The notice contained a glaring error-Sara was only 17 years old at the time, and her birthday was not until almost a year later. When HSLDA wrote to the caseworker explaining the error, the caseworker acknowledged the error in a letter to Christine Blythe, but now said that the real reason for the denial was that the school Sara attended was not "accredited." However, nothing in the law requires that private schools be accredited; the rule simply states that 16- to 17-year-old children must "attend high school," as Sara was doing.
At a hearing on November 26, 2002, HSLDA Litigation Counsel James R. Mason argued that the benefits should be reinstated for two reasons. First of all, the caseworker had not followed California law in reducing the benefits, because she had no written policy as her standard. Secondly, the reduction was a violation of Mrs.
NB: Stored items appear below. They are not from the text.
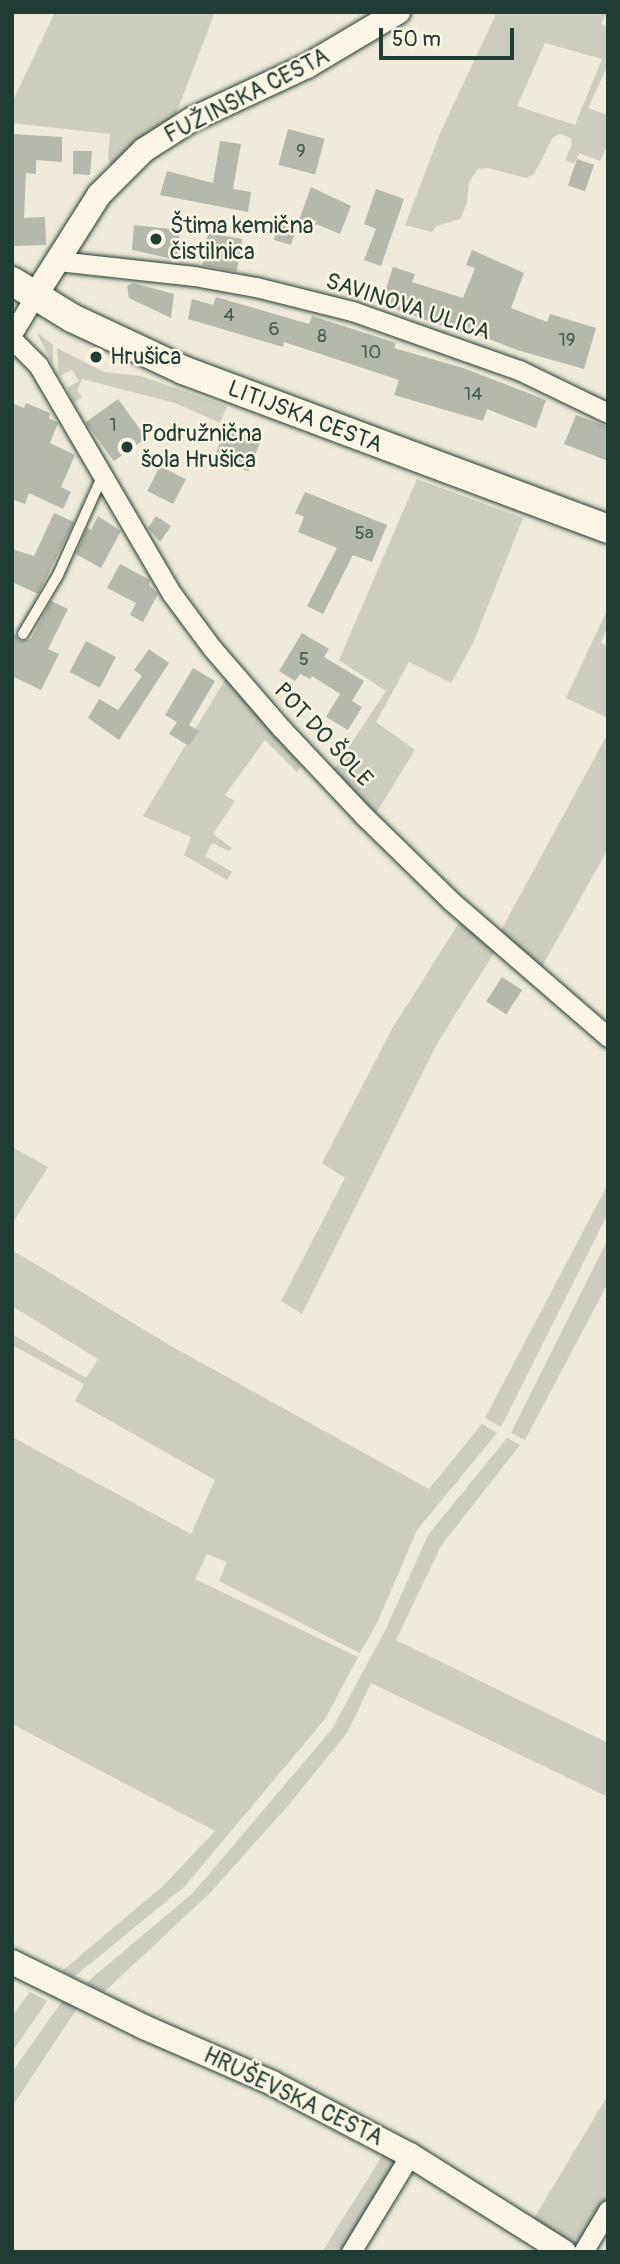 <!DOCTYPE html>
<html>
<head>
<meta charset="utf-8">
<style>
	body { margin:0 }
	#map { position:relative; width:620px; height:2264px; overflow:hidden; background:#efeada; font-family:Pangolin,sans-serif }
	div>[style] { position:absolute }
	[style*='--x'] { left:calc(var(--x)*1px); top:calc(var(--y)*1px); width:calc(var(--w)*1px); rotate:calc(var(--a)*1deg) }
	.green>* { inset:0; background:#cccdbf }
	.building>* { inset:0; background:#b5b9ad; transform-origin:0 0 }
	.roads { filter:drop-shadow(0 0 2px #1f3d34) drop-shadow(0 0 2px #1f3d34) }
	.service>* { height:10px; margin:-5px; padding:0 5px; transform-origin:5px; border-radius:5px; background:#fcf5e5 }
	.minor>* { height:19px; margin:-9.5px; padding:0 9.5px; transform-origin:9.5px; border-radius:9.5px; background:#fcf5e5 }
	.tertiary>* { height:24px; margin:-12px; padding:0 12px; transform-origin:12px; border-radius:12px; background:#fcf5e5 }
	.secondary>* { height:28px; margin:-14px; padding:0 14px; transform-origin:14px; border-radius:14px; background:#fcf5e5 }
	.dots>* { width:19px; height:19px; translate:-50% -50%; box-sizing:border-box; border:4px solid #fcf5e5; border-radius:50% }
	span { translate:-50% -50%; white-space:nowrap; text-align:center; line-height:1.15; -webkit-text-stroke:5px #fcf5e5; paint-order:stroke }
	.number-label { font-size:19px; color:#445c52 }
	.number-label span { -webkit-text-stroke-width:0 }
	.street-label { font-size:23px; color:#1f3d34 }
	.poi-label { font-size:23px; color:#1f3d34 }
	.left { translate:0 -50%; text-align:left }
	.frame { position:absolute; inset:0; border:14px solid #1f3d34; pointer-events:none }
	.scale { position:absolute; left:379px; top:28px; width:135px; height:32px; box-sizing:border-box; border:4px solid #1f3d34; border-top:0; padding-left:9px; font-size:21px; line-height:24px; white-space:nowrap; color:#1f3d34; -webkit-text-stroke:5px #fcf5e5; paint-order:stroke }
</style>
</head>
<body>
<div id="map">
	<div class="green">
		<i style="clip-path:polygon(55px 12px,215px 12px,174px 119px,111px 166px,108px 157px,110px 134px,12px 123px,12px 103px)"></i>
		<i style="clip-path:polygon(evenodd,497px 12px,607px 12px,601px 24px,608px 27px,608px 65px,588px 108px,608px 115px,608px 144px,600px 161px,579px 153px,574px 164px,565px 160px,572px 144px,571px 138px,561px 134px,553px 137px,534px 174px,526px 178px,488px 168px,478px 169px,469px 182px,467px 203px,460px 219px,437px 226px,432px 232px,405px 225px,441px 131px,497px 12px,545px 43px,602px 59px,575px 125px,517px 106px,545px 43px)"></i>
		<i style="clip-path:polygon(38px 333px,53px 345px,53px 365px,38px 335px)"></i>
		<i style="clip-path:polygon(57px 348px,104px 372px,141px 376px,227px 406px,220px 423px,175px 403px,82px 379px,77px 391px,82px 397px,74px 403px,67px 388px,79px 381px,72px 370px,59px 376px)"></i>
		<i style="clip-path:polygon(417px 479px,523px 518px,473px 643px,451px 683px,409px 662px,376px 722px,415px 750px,370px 823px,326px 781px,386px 691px,339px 660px)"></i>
		<i style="clip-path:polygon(608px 608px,608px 625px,601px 643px,608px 646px,608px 718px,566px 698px)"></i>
		<i style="clip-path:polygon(226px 678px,301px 766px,297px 772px,265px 740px,225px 795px,235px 801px,213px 834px,232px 848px,229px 851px,212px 843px,205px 856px,232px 872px,227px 880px,184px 855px,191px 837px,143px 816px)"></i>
		<i style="clip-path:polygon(608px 733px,608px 849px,540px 970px,498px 936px)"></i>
		<i style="clip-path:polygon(462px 918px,497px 948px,438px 1042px,302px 1314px,281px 1301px,345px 1178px,322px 1163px,392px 1029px)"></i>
		<i style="clip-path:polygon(12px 1147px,48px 1167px,12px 1224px)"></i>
		<i style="clip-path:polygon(608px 1184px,608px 1213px,501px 1427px,485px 1418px)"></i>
		<i style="clip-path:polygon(608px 1239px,608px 1283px,525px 1440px,511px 1433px)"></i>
		<i style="clip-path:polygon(12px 1250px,171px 1346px,429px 1489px,482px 1424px,497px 1433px,417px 1530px,377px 1623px,360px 1653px,219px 1581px,227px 1562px,207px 1554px,195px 1579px,358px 1657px,325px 1719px,185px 1886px,74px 1977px,62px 1971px,163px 1886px,215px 1831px,12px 1724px,12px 1437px,191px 1534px,215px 1480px,75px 1401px,84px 1384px,12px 1345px,12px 1334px,86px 1378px,98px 1359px,12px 1306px)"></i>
		<i style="clip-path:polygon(507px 1438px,520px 1445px,441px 1546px,396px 1640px,608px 1743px,608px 1797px,371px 1683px,347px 1733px,287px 1807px,210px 1893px,104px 1992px,86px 1983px,193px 1893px,332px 1729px,386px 1629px,428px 1535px)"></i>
		<i style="clip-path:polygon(30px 1992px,47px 2001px,12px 2052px,12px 2016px)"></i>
		<i style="clip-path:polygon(63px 2000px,78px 2007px,12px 2107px,12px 2072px)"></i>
		<i style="clip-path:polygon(608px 2095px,608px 2201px,580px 2243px,570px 2245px,533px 2220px)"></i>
		<i style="clip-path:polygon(384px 2153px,394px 2159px,394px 2172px,348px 2252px,322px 2252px)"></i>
	</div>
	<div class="building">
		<i style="left:288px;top:129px;width:38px;height:37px;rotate:15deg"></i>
		<i style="clip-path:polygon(12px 134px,62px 137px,62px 162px,36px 160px,36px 174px,26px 173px,24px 218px,45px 217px,46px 245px,12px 246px,12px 218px,22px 218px,12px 218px)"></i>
		<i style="clip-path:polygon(220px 141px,241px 144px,233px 189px,251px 192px,248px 212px,160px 195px,167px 171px,213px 183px)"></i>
		<i style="clip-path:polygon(73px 151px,92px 151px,90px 175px,73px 174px)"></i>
		<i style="left:577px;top:159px;width:18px;height:28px;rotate:19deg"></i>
		<i style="clip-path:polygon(311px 187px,351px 206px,340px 234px,316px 224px,314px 229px,298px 223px)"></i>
		<i style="clip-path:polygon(376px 189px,404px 199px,381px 266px,364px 260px,376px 229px,364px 224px)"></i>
		<i style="clip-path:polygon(278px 217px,298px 224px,291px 245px,274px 240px)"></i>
		<i style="clip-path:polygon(134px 225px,180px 230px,177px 260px,132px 250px)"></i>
		<i style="left:208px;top:233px;width:35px;height:33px;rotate:10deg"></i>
		<i style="clip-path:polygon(472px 250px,524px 273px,511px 308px,547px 322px,550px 314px,596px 328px,584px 369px,517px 350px,468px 331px,466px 334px,381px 304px,393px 267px,415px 274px,412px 282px,463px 298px,475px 268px,466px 265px)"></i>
		<i style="clip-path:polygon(133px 283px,174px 294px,171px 318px,129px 298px,127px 286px)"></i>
		<i style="clip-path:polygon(216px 297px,309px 324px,312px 316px,396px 343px,394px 348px,463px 368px,546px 400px,536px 428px,487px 409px,483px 421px,394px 395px,399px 380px,284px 342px,283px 347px,188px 319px,192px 299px,213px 305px)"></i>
		<i style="left:118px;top:399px;width:48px;height:40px;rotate:54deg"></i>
		<i style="clip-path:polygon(12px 403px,24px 408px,26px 403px,50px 413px,49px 418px,58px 423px,50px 443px,75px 455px,61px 487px,71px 492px,63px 509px,29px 493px,25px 504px,12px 499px)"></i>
		<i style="clip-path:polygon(576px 415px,608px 427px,608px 461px,564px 444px)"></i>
		<i style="left:228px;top:423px;width:37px;height:37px;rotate:22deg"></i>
		<i style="left:160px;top:466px;width:29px;height:28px;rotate:27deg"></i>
		<i style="clip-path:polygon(305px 492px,387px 525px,372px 562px,353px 555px,323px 614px,307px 606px,337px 548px,298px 532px,304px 517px,295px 513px)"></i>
		<i style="clip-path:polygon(54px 513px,74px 522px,38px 594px,12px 582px,12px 549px,34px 556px)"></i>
		<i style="clip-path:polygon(98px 516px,121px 531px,101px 568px,76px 554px,87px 528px,91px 530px)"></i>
		<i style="clip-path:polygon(156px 516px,171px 526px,160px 542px,148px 528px)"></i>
		<i style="clip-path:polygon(120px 564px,150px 580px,149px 585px,158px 594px,143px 622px,130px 615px,136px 603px,107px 588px)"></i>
		<i style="clip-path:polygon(51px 601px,68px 609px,48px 649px,59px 654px,41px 690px,12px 676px,12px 631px,20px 641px,31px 639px)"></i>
		<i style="clip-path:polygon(302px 633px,329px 649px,324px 657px,364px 681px,352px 701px,362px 707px,348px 730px,326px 717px,340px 694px,312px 676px,310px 679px,300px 674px,295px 681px,279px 671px)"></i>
		<i style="left:86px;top:641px;width:34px;height:35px;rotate:28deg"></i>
		<i style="clip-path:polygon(149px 649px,169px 663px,119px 740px,88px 718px,99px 699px,118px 710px,142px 676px,134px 670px)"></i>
		<i style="clip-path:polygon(193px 668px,215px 681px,189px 725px,199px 731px,189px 746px,169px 734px,177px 722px,165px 715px)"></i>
		<i style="left:502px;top:977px;width:24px;height:29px;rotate:33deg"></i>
	</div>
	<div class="roads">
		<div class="service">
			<i style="--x:23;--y:634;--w:69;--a:-59.3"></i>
			<i style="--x:58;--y:575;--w:107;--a:-65.8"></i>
		</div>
		<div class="minor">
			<i style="--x:58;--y:261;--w:137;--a:6.3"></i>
			<i style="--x:194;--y:276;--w:63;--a:10.1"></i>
			<i style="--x:256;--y:287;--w:99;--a:14"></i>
			<i style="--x:352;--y:311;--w:177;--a:19.5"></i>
			<i style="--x:519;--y:370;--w:99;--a:25.8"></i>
			<i style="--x:12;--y:334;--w:44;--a:-58.8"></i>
			<i style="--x:12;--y:339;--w:37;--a:45"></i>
			<i style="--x:38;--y:365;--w:265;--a:59.7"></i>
			<i style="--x:172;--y:594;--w:67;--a:53.5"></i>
			<i style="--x:212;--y:648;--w:107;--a:49.2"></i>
			<i style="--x:282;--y:729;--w:120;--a:46.7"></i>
			<i style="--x:364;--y:816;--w:122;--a:44.3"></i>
			<i style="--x:451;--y:901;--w:208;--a:40.9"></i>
			<i style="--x:351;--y:2252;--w:114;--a:-58.7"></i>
			<i style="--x:583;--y:2252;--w:49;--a:-59.2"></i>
		</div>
		<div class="tertiary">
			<i style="--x:35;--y:296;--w:120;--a:-57.6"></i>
			<i style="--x:99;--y:195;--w:64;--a:-45"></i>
			<i style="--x:144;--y:150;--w:56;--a:-32.6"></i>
			<i style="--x:191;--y:120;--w:128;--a:-25"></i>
			<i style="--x:307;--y:66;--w:106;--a:-30.7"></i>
			<i style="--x:12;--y:1962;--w:147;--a:26.2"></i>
			<i style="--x:144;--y:2027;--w:140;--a:23.6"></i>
			<i style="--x:272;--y:2083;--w:156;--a:27.6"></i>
			<i style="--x:410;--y:2155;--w:182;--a:32.2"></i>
		</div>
		<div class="secondary">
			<i style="--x:12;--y:281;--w:70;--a:31.7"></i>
			<i style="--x:72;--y:318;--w:123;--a:25.1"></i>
			<i style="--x:183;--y:370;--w:454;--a:20.5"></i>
		</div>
	</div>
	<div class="dots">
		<i style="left:156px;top:239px;background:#1f3d34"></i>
		<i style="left:96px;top:357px;background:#1f3d34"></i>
		<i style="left:127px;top:447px;background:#1f3d34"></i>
	</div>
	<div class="number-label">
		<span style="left:301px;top:152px">9</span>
		<span style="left:229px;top:316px">4</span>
		<span style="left:274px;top:330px">6</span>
		<span style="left:322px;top:337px">8</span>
		<span style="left:567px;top:341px">19</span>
		<span style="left:371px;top:353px">10</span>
		<span style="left:473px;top:395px">14</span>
		<span style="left:113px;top:426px">1</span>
		<span style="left:364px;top:534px">5a</span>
		<span style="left:304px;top:660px">5</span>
	</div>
	<div class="street-label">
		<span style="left:247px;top:96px;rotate:-27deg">FUŽINSKA CESTA</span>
		<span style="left:408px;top:307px;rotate:18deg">SAVINOVA ULICA</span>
		<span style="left:305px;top:417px;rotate:21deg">LITIJSKA CESTA</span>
		<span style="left:323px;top:735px;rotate:47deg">POT DO ŠOLE</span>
		<span style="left:293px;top:2097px;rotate:26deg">HRUŠEVSKA CESTA</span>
	</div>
	<div class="poi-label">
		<span class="left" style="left:170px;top:239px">Štima kemična<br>čistilnica</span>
		<span class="left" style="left:110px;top:357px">Hrušica</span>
		<span class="left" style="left:141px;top:447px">Podružnična<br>šola Hrušica</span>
	</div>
	<div class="frame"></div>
	<div class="scale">50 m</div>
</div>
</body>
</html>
Blythe's constitutional right to homeschool.
On March 11, 2003, the Blythes received word that their benefits had been reinstated. Sara is now free to continue homeschooling until she graduates.
Family waiting on SSA
On August 6, 2003, the Social Security Administration (SSA) overturned a decision to reinstate a disabled homeschooler's benefits. The parents of disabled student Steve Near* had been receiving Supplemental Security Income (SSI) payments on his behalf for eight years.
Case: Family of N v. Social Security Administration|
Filed: Oct. 2002
In October 2002, the Nears were notified that Steve's SSI benefits would be reduced because the income his homeschooled siblings earned in their after-school jobs counted against family income. Normally, a full-time student's part-time income is excluded from family income, but the local SSA office held that homeschoolers are not full-time students for the purposes of supplemental benefits.
On HSLDA's appeal, an administrative law judge reinstated Steve's benefits, ruling that children who are being homeschooled in accordance with state law are "full-time students" as a matter of law. However, the precedent-setting decision is now being threatened. The Social Security Administration was not satisfied with the judge's ruling and has scheduled a review of the case.
HSLDA will appeal the SSA's decision to federal court.